20 years of ice-cold research: Extremophile tips for healthy living
This year marks two decades since the first ESA doctor set foot in Antarctica, running research at one of the most extreme places on Earth in preparation to explore far beyond it.
The crew of Italian-French research station, Concordia, in Antarctica, are subjected to almost nine months of complete isolation per year. The station's location, at 3233 m altitude, means inhabitants also experience chronic hypobaric hypoxia – lack of oxygen to the brain – making it an ideal environment to better understand how humans adapt and survive in extreme conditions.
During the Antarctic winter, the crew of up to 15 people also endure four months of complete darkness: the sun disappears from May and is not seen again until late August. Temperatures can drop to –80°C in the winter, with a yearly average of –50°C.
After reviewing 20 years of space research on Earth, researchers have established sound knowledge on this topic.
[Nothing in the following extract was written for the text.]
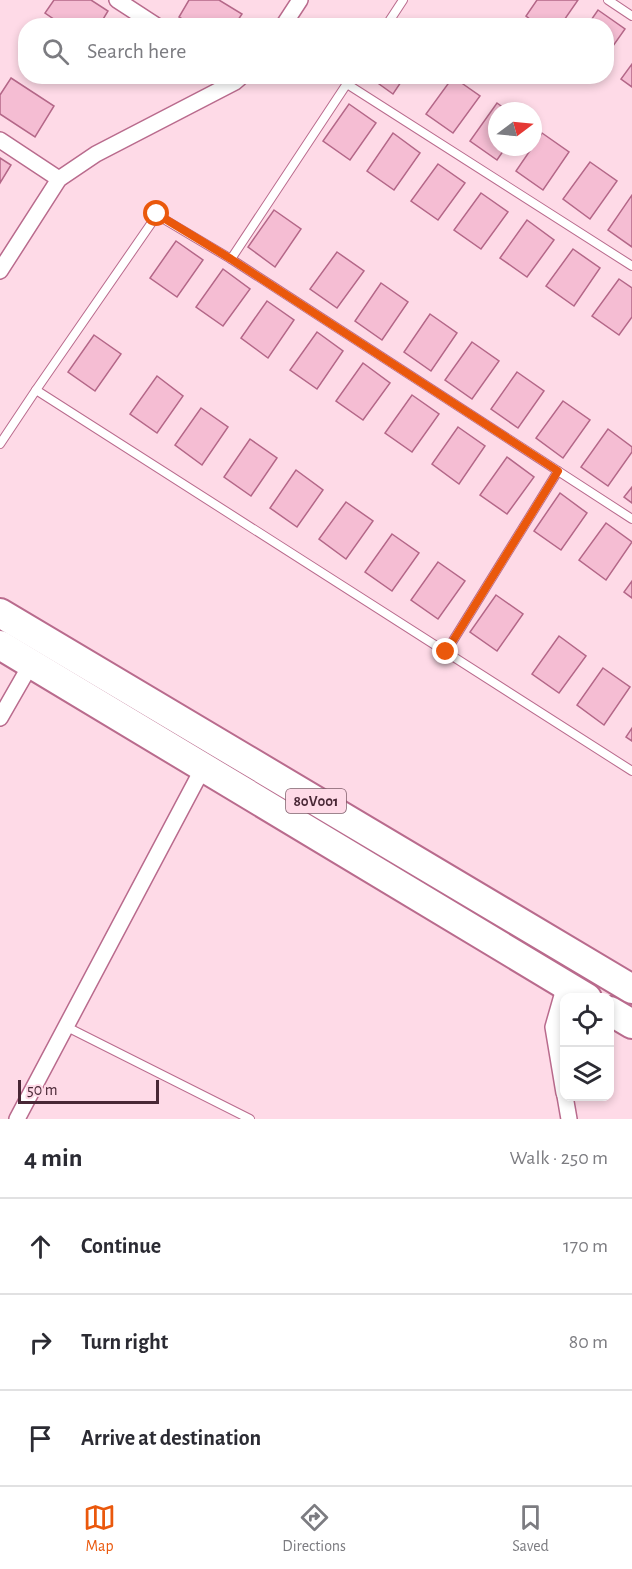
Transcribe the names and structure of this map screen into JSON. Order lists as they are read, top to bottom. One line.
{"streets":{"highway":["80V001"]},"scale_bar":"50 m","north":"right","page":{"search":"Search here","scale":"50 m","heading":["4 min","Walk · 250 m"],"list":[["Continue","170 m"],["Turn right","80 m"],"Arrive at destination"],"nav":["Map","Directions","Saved"]}}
Some of the tips below will come as no surprise, but solidifying this research is what helps space agencies choose astronauts who will explore farther, and achieve their mission – whether that is on the Moon, Mars or elsewhere.
- Exercise is important: One study divided the team into two groups. They asked one group to follow an exercise regime and the other to do little activity. The active group experienced a steady mood, while the "lazy" group showed more mood swings.
- Practice to keep those skills fresh: Traveling in a spaceship to Mars takes nine months, will a martian astronaut be able to pilot their spacecraft to a safe landing without being able to practice for all that time? One crew in Concordia was trained to dock the Soyuz spacecraft to the International Space Station on actual training hardware. The crew was again divided into two. One group practiced regularly and the others were only asked to dock in simulation at the end of their stay – no surprise, practice does help to ensure you keep your skills.
- Blue light keeps you alert: Now a standard feature on modern computers and phones, you can set a night light or red filter to dilute color of the screen to stop you from staying awake. But does it really work? Research in Concordia has shown that blue light during the four months of darkness does keep the crew awake and more alert. This can be a good thing if you need to do a critical task, but conversely it is better to filter it out if you want a good night's rest.
- Lack of oxygen is not good for sleep: Insomnia plagues Concordians, and research has shown that part of the problem is sleep apnea, whereby breaths are skipped and less oxygen is inhaled. Mission designers need to keep this in account for future spacecraft that would preferably be built with less atmospheric pressure, like a jumbo jet. The results from this study are also significant for people who suffer from sleep apnea at home.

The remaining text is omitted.